WORK REQUEST:
Transcribe the records word for word, beginning with the first line and ending with the line that contains "filter:drop-shadow(0 0 2px"; include nothing else.

SOURCE INFORMATION:
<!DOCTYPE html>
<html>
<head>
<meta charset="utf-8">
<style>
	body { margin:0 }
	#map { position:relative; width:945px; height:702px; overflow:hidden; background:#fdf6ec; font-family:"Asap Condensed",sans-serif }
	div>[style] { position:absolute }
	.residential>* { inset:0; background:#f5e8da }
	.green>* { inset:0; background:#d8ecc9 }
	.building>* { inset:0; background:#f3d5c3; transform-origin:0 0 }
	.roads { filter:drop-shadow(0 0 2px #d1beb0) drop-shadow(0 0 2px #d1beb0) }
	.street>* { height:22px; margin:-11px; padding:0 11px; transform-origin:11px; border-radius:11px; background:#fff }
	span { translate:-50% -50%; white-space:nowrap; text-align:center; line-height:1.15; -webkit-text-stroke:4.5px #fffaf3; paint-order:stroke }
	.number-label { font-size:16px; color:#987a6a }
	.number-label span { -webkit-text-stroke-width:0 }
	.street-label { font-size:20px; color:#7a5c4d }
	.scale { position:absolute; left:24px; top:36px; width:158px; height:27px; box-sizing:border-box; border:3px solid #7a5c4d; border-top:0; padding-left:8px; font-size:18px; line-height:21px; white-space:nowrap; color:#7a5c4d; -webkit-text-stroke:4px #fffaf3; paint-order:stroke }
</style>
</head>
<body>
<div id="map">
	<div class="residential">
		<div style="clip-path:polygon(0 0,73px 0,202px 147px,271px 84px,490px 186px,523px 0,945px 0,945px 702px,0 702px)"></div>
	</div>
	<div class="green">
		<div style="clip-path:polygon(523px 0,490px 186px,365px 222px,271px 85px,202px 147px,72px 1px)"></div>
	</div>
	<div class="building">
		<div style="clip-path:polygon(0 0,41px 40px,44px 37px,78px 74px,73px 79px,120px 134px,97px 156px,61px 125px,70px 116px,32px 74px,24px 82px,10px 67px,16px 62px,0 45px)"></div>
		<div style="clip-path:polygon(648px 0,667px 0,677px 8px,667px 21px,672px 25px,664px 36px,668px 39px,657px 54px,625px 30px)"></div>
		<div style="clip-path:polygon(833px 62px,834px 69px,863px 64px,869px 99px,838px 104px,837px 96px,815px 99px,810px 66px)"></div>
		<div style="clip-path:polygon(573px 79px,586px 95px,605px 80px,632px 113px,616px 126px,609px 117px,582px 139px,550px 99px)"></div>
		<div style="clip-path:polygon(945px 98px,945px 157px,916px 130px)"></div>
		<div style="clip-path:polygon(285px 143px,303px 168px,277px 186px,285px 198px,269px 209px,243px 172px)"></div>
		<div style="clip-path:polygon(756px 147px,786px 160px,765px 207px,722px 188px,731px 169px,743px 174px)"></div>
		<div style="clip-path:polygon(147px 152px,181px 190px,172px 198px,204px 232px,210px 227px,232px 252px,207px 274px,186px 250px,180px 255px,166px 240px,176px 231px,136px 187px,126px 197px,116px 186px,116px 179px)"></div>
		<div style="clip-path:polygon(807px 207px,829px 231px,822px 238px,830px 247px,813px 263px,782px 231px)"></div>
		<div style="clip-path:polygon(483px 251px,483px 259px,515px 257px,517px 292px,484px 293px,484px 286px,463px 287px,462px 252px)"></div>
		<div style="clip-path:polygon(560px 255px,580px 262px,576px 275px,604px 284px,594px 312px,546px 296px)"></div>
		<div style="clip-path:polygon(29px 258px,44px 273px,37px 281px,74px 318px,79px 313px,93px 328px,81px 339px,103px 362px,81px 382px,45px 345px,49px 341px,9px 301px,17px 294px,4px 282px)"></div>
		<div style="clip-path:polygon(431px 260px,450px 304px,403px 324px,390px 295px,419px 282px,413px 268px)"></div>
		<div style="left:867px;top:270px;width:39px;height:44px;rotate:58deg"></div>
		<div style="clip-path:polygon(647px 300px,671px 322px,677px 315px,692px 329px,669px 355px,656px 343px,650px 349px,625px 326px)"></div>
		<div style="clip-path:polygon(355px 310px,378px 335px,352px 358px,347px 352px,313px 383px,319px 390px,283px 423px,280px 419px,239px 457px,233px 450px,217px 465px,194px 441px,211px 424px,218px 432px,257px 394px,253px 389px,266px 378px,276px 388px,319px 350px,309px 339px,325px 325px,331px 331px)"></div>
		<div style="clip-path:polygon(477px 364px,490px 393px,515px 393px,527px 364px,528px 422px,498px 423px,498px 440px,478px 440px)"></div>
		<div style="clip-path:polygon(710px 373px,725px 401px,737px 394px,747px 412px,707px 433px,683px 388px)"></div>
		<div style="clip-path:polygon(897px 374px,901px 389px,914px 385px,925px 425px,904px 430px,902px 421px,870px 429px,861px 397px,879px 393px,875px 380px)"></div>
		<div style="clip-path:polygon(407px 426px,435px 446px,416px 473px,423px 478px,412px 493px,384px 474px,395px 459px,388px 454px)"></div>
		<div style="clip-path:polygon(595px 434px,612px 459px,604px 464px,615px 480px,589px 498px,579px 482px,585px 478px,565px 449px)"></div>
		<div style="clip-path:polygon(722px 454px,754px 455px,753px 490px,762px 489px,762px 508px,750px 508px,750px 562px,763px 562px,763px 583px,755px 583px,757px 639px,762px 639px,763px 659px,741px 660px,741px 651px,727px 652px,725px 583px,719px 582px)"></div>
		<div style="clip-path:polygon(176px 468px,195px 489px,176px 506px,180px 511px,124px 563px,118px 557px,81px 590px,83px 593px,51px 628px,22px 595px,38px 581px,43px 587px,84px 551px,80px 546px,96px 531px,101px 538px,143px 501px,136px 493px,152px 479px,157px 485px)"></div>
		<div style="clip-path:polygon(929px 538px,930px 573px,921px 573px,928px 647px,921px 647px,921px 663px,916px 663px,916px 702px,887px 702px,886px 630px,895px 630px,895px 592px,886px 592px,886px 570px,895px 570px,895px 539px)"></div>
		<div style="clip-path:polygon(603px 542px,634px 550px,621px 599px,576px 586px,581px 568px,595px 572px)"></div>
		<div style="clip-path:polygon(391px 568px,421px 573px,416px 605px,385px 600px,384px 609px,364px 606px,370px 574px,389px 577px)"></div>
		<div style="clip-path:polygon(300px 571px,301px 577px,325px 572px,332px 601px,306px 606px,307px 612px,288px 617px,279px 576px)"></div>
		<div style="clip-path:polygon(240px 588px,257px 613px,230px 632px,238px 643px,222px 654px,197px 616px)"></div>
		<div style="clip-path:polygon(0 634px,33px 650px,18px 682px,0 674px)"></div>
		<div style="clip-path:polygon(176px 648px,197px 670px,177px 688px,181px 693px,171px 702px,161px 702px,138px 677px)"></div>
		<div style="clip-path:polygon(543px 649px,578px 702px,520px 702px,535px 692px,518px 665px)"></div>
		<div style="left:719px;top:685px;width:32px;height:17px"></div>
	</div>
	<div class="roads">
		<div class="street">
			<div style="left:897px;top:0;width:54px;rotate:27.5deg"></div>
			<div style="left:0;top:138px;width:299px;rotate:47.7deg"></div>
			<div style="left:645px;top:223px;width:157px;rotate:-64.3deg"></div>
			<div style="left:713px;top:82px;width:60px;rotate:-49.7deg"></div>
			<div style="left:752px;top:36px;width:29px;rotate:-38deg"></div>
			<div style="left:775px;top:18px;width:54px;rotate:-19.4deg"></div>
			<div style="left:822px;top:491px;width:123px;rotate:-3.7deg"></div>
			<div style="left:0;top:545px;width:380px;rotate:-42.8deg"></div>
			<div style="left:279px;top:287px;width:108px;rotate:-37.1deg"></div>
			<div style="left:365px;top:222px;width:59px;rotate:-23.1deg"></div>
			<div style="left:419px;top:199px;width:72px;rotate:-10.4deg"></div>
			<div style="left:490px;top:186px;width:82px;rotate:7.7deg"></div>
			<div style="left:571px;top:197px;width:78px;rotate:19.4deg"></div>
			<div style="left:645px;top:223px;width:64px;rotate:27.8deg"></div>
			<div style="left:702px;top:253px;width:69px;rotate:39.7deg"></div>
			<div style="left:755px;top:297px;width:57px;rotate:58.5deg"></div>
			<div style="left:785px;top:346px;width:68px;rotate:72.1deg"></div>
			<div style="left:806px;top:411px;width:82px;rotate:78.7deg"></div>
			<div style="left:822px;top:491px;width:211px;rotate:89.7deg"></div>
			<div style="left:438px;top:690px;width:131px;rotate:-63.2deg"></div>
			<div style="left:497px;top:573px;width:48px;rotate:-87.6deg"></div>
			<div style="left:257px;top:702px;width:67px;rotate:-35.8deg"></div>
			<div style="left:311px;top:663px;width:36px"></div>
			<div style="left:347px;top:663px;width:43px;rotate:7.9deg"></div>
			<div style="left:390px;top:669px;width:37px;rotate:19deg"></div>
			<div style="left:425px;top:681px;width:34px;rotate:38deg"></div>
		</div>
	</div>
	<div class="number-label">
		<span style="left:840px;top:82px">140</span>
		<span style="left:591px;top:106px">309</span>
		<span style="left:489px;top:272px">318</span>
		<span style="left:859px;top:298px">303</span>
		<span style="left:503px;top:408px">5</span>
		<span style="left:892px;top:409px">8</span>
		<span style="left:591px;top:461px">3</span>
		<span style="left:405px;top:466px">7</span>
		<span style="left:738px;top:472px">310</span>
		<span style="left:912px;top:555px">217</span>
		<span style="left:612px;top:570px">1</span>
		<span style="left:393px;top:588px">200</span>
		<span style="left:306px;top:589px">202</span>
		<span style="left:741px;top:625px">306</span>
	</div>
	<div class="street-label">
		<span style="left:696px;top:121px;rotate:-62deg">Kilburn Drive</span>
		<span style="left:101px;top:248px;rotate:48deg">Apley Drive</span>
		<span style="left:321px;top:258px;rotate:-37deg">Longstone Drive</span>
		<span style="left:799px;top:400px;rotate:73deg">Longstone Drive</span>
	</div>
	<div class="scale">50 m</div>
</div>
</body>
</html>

OUTPUT FOR THIS EXERCISE:
<!DOCTYPE html>
<html>
<head>
<meta charset="utf-8">
<style>
	body { margin:0 }
	#map { position:relative; width:945px; height:702px; overflow:hidden; background:#fdf6ec; font-family:"Asap Condensed",sans-serif }
	div>[style] { position:absolute }
	.residential>* { inset:0; background:#f5e8da }
	.green>* { inset:0; background:#d8ecc9 }
	.building>* { inset:0; background:#f3d5c3; transform-origin:0 0 }
	.roads { filter:drop-shadow(0 0 2px #d1beb0) drop-shadow(0 0 2px #d1beb0) }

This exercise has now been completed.